Children Carried in Plastic Bags Across River to Get to School

No doubt, getting to school can be a pain for many parents and kids: the mile-long school drop-off lines, the school buses that come too early or too late, the walks home that mean crossing busy intersections.

After you see the video above, however, you might find yourself deciding that however you and your kids get to school, it’s really not so bad.

It reportedly shows a school teacher carrying students across a river in Vietnam. To keep themselves dry, the students get into giant plastic bags for their short trip through the water. The Mexican news site Aztec Noticias reported, “Even though the way to school may have many obstacles nothing stops these kids from going to school.”

“Some residents raise concern because putting them in bags could cause asphyxiation, however many still admire him because he is risking his life to ensure the kids do not miss a day of school,” the site reported.

The video, in itself, is amazing, but I had to wonder — how often are children and adults taking such extraordinary measures just to get an education?

While she stopped short of saying lots of children ride plastic bags, one expert explained to me that the flooding common during monsoon and typhoon season in Vietnam — as well as in Bangladesh —  does make it difficult for kids to get to school.

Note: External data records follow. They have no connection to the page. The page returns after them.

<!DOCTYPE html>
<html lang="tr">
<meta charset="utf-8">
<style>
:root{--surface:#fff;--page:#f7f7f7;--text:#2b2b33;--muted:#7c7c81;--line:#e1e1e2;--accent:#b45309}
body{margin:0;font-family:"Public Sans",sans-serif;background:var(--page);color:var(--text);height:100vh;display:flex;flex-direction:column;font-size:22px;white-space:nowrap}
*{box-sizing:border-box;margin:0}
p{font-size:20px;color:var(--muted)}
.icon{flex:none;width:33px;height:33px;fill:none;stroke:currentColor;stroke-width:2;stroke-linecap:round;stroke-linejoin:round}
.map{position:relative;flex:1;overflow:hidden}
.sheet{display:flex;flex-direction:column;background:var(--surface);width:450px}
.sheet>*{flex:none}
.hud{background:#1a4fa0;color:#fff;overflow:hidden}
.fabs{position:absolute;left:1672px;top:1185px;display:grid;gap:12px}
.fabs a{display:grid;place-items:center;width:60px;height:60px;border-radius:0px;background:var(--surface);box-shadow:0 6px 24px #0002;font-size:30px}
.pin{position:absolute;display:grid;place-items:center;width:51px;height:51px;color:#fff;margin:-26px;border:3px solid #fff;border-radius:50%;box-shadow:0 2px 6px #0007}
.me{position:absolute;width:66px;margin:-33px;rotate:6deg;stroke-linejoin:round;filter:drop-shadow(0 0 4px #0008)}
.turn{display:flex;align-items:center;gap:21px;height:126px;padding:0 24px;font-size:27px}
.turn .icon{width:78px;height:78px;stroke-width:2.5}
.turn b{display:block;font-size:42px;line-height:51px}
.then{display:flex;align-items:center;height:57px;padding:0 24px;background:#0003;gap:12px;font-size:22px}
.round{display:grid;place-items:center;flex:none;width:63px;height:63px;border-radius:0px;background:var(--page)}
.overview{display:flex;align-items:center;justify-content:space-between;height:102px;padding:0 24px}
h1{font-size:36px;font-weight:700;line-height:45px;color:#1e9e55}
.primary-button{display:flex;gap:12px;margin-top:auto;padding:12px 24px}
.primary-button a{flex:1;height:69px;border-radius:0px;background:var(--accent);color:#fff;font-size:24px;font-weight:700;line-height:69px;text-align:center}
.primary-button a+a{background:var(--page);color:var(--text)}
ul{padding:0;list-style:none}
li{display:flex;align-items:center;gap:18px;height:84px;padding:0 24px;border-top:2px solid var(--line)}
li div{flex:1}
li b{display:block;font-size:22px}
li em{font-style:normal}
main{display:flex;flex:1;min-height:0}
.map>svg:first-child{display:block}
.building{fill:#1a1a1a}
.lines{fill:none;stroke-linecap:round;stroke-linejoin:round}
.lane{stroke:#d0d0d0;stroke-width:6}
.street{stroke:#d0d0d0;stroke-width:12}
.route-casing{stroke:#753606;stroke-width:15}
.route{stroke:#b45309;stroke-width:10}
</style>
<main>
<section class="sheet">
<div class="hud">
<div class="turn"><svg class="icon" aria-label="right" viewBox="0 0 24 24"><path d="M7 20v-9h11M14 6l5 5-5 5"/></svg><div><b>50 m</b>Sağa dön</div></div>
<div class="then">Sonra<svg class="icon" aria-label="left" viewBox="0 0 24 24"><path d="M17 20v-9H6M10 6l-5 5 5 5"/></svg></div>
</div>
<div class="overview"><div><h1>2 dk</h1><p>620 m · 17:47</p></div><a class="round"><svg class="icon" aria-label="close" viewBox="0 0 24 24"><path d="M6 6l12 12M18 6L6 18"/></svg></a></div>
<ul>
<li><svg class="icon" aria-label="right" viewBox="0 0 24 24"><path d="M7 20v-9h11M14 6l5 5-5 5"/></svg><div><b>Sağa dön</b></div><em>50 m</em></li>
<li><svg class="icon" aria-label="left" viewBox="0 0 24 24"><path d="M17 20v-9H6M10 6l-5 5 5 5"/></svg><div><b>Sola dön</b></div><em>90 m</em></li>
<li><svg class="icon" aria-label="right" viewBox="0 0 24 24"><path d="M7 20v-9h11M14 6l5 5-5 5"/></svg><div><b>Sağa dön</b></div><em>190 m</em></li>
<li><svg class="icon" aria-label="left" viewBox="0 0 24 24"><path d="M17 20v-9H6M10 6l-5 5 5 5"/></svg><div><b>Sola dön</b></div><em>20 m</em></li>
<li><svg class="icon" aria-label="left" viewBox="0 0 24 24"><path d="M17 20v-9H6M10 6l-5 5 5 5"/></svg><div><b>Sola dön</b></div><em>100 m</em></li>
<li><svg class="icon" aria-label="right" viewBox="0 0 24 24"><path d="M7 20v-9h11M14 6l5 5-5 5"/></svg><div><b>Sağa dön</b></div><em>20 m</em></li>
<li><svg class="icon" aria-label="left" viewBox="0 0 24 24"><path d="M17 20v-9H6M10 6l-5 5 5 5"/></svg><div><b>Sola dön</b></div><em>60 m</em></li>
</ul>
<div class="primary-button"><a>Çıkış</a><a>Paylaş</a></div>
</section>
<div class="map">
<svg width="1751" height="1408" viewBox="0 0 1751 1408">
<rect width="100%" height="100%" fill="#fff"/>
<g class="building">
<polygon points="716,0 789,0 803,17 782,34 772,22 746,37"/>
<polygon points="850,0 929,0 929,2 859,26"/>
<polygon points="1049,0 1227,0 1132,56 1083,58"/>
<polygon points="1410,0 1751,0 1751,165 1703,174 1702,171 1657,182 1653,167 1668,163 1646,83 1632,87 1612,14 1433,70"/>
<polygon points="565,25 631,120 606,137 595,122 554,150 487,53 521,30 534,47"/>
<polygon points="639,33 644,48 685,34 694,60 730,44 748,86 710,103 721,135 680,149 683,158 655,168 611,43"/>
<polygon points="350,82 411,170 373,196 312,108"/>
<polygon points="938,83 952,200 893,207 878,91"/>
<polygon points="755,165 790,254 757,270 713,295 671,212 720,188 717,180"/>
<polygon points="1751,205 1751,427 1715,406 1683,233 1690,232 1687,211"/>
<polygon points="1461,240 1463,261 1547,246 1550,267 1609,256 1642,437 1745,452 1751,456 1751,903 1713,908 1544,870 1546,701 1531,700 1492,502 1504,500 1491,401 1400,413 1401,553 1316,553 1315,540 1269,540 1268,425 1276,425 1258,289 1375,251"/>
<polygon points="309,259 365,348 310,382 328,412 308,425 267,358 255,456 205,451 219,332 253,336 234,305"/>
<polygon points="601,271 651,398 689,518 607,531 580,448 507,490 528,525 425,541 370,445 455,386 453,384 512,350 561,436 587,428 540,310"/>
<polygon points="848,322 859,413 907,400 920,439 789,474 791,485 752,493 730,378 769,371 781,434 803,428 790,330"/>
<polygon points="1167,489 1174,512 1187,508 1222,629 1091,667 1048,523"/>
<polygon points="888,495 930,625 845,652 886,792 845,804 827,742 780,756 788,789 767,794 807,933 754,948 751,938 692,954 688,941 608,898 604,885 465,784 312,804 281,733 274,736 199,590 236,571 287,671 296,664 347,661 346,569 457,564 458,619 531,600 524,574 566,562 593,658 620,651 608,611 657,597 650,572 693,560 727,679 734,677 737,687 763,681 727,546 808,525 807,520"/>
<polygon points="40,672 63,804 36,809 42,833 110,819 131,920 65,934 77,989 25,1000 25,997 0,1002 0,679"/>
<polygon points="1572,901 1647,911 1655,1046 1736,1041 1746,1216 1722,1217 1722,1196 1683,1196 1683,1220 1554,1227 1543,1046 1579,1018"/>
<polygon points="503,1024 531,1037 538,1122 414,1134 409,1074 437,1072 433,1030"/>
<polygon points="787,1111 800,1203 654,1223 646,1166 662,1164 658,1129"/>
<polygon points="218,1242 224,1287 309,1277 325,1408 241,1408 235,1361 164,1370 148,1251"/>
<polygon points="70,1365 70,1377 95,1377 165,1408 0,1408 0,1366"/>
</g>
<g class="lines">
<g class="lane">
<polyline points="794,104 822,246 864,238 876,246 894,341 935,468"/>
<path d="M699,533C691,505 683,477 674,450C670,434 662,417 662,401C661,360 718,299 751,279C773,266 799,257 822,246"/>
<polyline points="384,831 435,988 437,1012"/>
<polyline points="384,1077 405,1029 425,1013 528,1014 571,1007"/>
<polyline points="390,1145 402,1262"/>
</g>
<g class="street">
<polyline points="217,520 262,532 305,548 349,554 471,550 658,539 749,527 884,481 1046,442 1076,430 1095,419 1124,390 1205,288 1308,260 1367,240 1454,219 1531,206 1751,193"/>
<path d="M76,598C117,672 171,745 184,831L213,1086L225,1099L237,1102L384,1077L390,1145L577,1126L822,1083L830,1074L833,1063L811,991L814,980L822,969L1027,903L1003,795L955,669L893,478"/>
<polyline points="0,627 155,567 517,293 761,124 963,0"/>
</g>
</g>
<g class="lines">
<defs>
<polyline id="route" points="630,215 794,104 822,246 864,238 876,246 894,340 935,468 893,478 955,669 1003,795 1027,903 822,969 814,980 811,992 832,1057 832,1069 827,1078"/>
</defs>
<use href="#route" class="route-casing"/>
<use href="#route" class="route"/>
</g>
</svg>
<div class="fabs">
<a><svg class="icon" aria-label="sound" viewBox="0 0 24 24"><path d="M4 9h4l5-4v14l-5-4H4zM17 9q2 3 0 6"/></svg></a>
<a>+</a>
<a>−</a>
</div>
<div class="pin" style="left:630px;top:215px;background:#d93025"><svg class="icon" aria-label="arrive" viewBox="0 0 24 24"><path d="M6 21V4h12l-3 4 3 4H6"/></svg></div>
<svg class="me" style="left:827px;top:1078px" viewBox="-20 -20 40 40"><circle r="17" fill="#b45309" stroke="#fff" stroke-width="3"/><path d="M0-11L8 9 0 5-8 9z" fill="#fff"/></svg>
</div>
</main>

“Children must wade through waist-deep water or ride in small, rickety boats to get to school. They often drop their school books in the water,” said Heather Simpson, the senior director of education and child development at the global charity Save the Children, which works with teachers and students on plans to keep kids safe on their way to school.

It’s not just children in Asia who face waterborne risks on their school journeys.

“In areas of Zimbabwe, children must cross crocodile infested waters, and, tragically, some have lost limbs. In mountainous parts of Honduras, creeks can swell to roaring rivers in a flash during the rainy season—sometimes cutting off children’s homes from schools,” Simpson said.

Sadly there are even more tragic reasons kids just can’t attend school, from being unable to afford shoes to not having access to bathrooms. But images from treacherous school commutes may be the hardest to forget, like the ones included in this gallery by the United Nations Educational, Scientific and Cultural Organization.

If you have a grumbling, school commute-hating student in your life, you might want to show them the Vietnam video and the UNESCO pictures. As one teacher I know put it, “And my students say they can’t make it to school on time … imagine if they had to go through what these kids go through.”